Search code examples
python-2.7beautifulsouphtml-parsing

how to duplicate output to terminal in bs4 in text file


I am using bs4 for the first time. If I use this basic code:

from bs4 import BeautifulSoup
with open ('test.txt','r') as f:
    soup = BeautifulSoup(f)
    print f

the output in the terminal is very clean and doesn't include html tags. If I try to print it to a txt file, it prompts me to add a parser, so I added the 'html.parser'. I don't get the same result, i.e. it's full of the tags I'm trying to get rid of.
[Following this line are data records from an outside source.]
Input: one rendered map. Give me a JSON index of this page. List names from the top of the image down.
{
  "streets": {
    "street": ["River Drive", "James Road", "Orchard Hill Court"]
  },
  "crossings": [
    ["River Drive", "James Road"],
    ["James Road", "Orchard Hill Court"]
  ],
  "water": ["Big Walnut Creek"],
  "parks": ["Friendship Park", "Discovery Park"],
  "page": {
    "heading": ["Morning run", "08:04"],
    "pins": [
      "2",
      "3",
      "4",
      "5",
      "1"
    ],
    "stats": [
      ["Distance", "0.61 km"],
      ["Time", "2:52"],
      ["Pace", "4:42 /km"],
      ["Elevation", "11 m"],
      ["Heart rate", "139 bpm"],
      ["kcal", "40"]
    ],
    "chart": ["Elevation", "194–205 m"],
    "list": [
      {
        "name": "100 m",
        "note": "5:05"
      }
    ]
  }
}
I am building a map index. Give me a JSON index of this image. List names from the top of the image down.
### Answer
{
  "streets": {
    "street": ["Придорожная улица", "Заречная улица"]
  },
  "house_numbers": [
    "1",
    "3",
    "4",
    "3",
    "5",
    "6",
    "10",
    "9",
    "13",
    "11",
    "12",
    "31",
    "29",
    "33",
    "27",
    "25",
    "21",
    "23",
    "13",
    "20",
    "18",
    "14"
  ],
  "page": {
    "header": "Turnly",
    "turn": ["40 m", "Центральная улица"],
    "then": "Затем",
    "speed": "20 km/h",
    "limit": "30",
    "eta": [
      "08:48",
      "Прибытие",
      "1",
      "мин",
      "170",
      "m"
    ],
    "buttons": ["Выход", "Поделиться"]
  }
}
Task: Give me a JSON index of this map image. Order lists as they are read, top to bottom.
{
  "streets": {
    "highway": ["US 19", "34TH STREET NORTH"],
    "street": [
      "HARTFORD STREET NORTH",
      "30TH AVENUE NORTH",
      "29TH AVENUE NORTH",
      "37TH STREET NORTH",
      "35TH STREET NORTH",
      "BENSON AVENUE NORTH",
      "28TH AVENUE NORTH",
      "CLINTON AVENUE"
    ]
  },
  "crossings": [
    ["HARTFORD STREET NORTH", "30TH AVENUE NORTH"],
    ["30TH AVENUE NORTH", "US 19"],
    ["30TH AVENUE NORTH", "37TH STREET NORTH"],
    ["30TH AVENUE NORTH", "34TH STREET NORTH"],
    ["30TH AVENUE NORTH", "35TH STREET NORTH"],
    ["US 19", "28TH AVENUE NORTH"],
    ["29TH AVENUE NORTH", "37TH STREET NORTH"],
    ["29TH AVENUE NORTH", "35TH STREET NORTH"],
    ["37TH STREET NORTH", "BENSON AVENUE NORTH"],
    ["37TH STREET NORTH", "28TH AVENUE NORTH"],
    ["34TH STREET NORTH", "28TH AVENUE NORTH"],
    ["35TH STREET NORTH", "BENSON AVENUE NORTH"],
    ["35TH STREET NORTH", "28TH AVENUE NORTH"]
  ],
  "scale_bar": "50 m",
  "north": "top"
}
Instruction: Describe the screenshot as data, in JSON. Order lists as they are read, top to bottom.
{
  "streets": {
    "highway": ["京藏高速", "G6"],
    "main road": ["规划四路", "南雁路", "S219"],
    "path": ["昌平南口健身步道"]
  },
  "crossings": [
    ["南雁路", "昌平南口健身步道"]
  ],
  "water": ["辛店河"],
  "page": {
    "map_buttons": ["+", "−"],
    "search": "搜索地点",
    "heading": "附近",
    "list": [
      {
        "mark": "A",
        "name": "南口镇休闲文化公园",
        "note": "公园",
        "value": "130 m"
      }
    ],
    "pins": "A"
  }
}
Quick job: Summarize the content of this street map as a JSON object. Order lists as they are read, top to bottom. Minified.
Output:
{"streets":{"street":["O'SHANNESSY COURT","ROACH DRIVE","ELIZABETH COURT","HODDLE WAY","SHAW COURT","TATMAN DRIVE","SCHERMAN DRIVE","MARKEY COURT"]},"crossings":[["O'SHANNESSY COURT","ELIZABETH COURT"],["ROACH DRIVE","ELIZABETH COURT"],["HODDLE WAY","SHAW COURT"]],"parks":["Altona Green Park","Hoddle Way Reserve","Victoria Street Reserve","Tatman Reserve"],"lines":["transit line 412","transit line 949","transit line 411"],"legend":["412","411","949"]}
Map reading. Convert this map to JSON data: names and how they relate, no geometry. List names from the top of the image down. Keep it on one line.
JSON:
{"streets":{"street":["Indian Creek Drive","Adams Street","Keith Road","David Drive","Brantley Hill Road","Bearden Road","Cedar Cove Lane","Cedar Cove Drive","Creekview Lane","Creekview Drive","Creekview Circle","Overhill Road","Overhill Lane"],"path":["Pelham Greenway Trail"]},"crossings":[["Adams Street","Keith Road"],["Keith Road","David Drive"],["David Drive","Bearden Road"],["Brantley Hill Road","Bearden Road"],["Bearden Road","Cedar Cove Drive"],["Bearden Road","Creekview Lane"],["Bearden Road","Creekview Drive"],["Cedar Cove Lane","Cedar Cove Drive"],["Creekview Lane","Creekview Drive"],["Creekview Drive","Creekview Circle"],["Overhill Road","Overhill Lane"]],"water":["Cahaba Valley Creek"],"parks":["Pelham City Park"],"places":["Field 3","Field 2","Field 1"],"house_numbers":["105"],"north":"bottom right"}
How can I get the same result in my txt file?

from bs4 import BeautifulSoup
with open ('test.txt','r') as f:
    soup = BeautifulSoup(f,'html.parser')
    with open ('test2.txt', 'w') as x:
        x.write(str(soup))

*EDIT Here's an example of what's in test2.txt when I run this code:

    each\u00a0row you want to accept.\n <li>At the top of the list, 
    under the <b>Batch Actions</b> drop-down arrow, 
    choose\u00a0<b>Accept Selected</b>.</li>\n <li>All the selected 
    transactions\u00a0move from the <b>For Review

but in the terminal I get:

    each\u00a0row you want to accept.\n At the top of the list, under 
    the Batch Actions drop-down arrow, choose\u00a0Accept Selected.\n 
    All the selected transactions\u00a0move from the For Review 
    tab\u00a0to the In QuickBooks 

Solution

  • try adding .text attribute

    x.write(str(soup.text))